In order to make a value judgment about your services or impact you need something to judge them against. This could be against last year's performance, but is usually against your plan.

If you do not have a plan, then you will need one. It needs to contain clear statements about your services and the resulting impact.

Impact statements should cover who you are looking to help, for example Bangladeshi boys aged between five and 11, and how you want them to be different, such as attending school more often, or improving their confidence.

Clear impact plans also help staff, trustees and volunteers understand what you are trying to achieve.

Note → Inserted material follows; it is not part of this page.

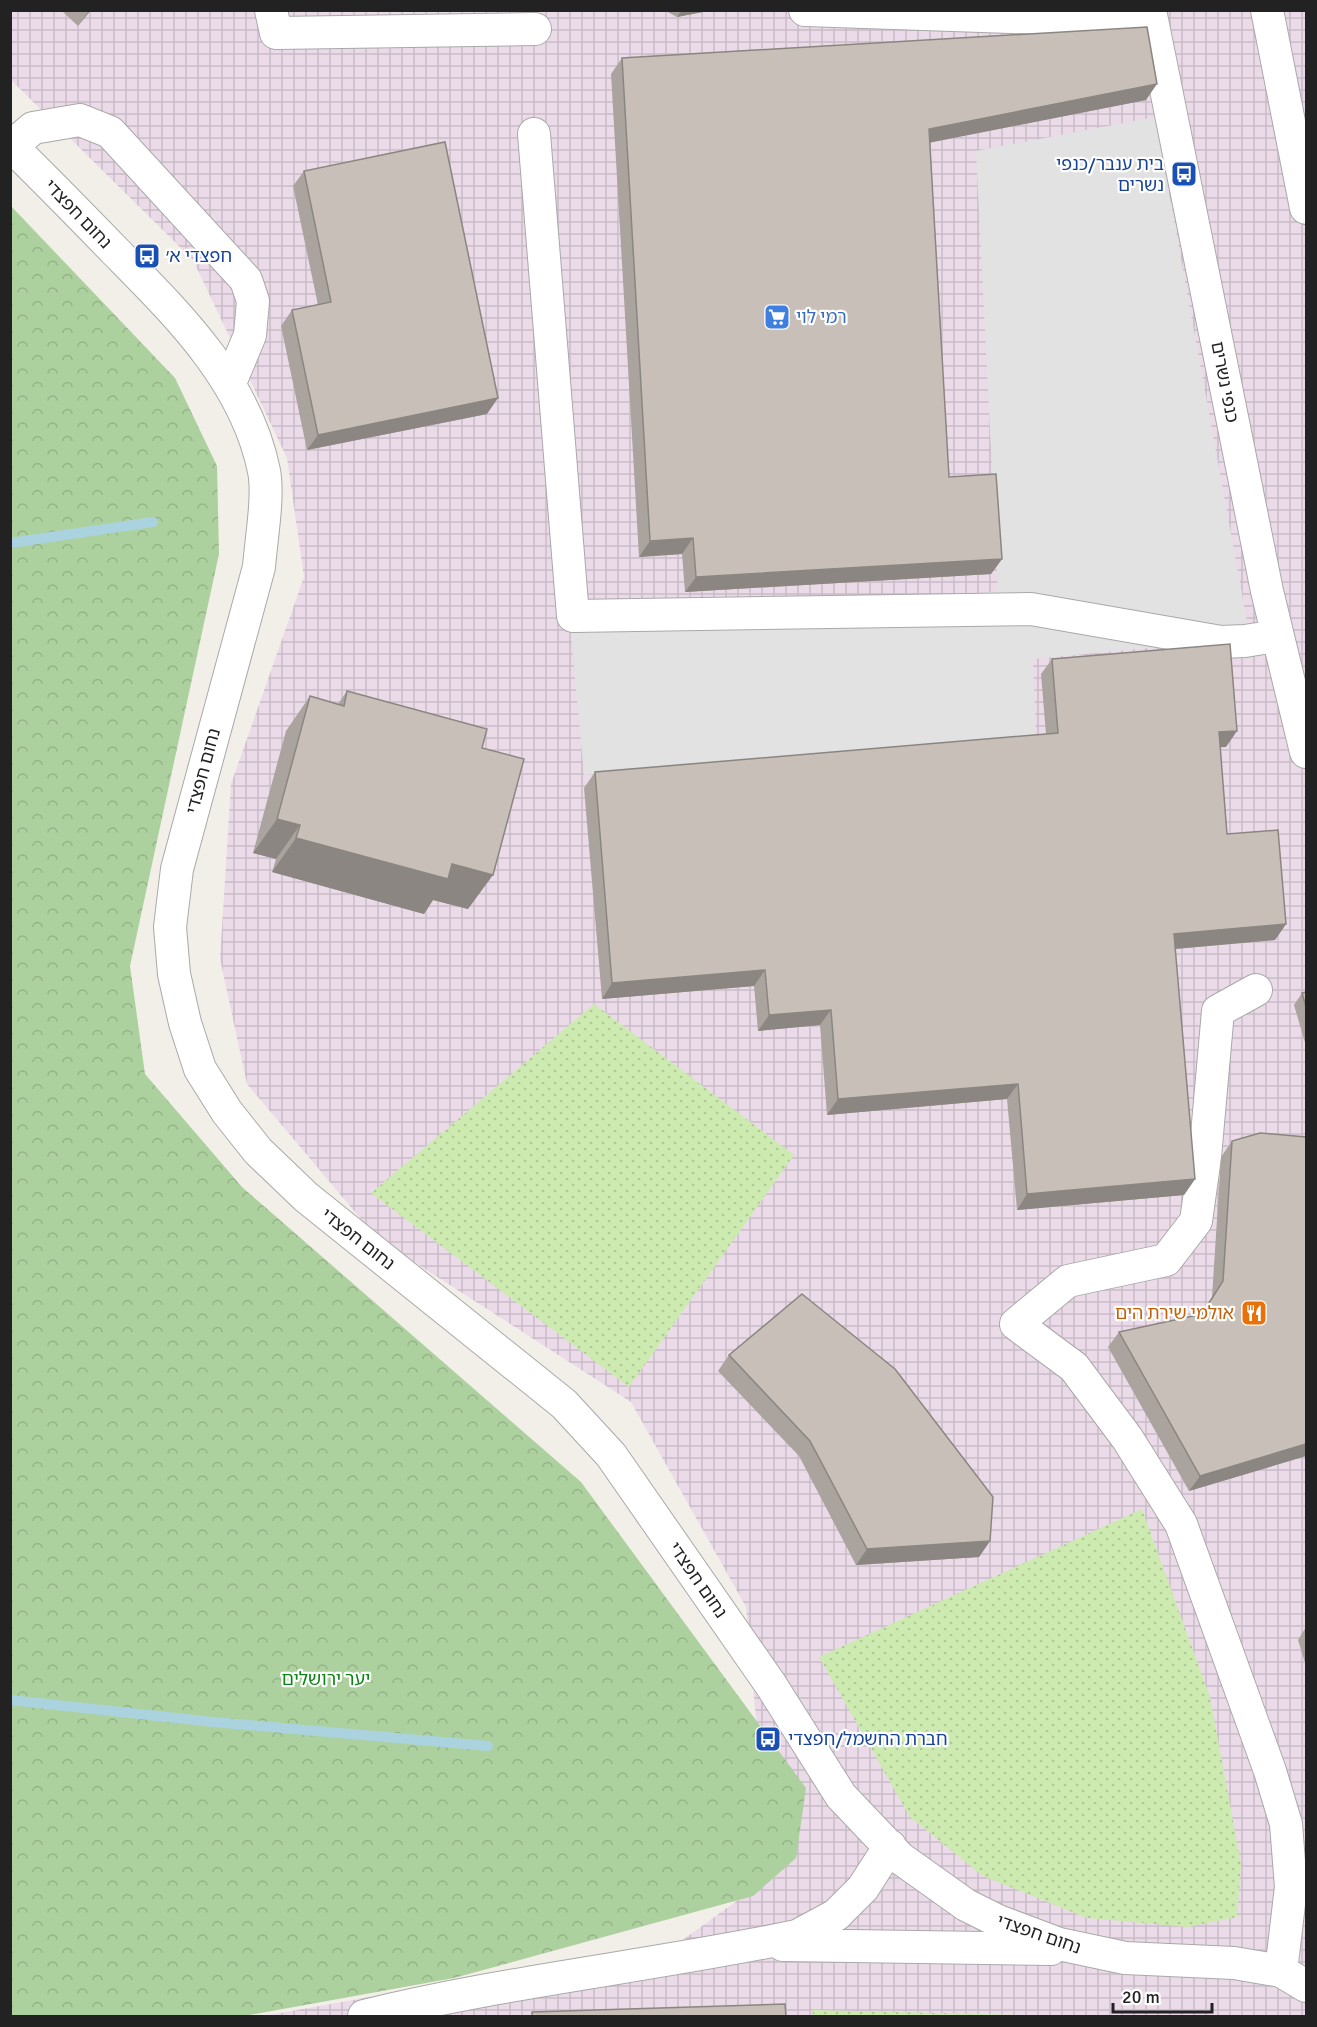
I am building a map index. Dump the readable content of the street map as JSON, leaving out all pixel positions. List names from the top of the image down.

What evidence do I need to find?

To form judgments, you need evidence. But before gathering any evidence it is important to clarify who needs to know about your performance and what kind of evidence they prefer. For instance, your funder may like stories but your senior management team may prefer statistics.

Next, consider what evidence you already have - you might have some quotes from young people on how they felt different after you worked with them, or numbers on school attendance.

Once you know what you already have, you can work out what else you need.

There are a whole host of ways of getting evidence, including observation, focus groups, photographs, video diaries, interviews and surveys.

What do I do with the results?

Once you have collected the information you will need to make sense of it. At this stage you're not yet forming judgments, you're asking what the evidence is saying.

First, look at the evidence and come up with an initial idea about its meaning, for example if school attendance has gone up. Next, examine that idea - it could be that it wasn't the service that made the difference but another factor such as the school getting a new head teacher.

Then make your judgments. Select the most likely interpretation, which may be the one supported by two or three separate bits of evidence.

Now make use of these evaluations by making improvements, celebrating successes, and by telling funders and others what you are achieving.

What else should I be aware of?

A common concern is thinking that the evidence you collect must be "proof". "Reasonable evidence" is a common standard for making decisions and is more than sufficient for demonstrating impact.

Also, it is important to present information in the way that your audiences want to receive it. This might mean creating a presentation, a webpage, pictures or graphs. So only create a lengthy report if there is an audience for it.

Finally, it can feel like a chore if you conduct a once-yearly project to evaluate your services and impact. It is usually better to embed the practices of monitoring, evaluating and communicating performance into your everyday work.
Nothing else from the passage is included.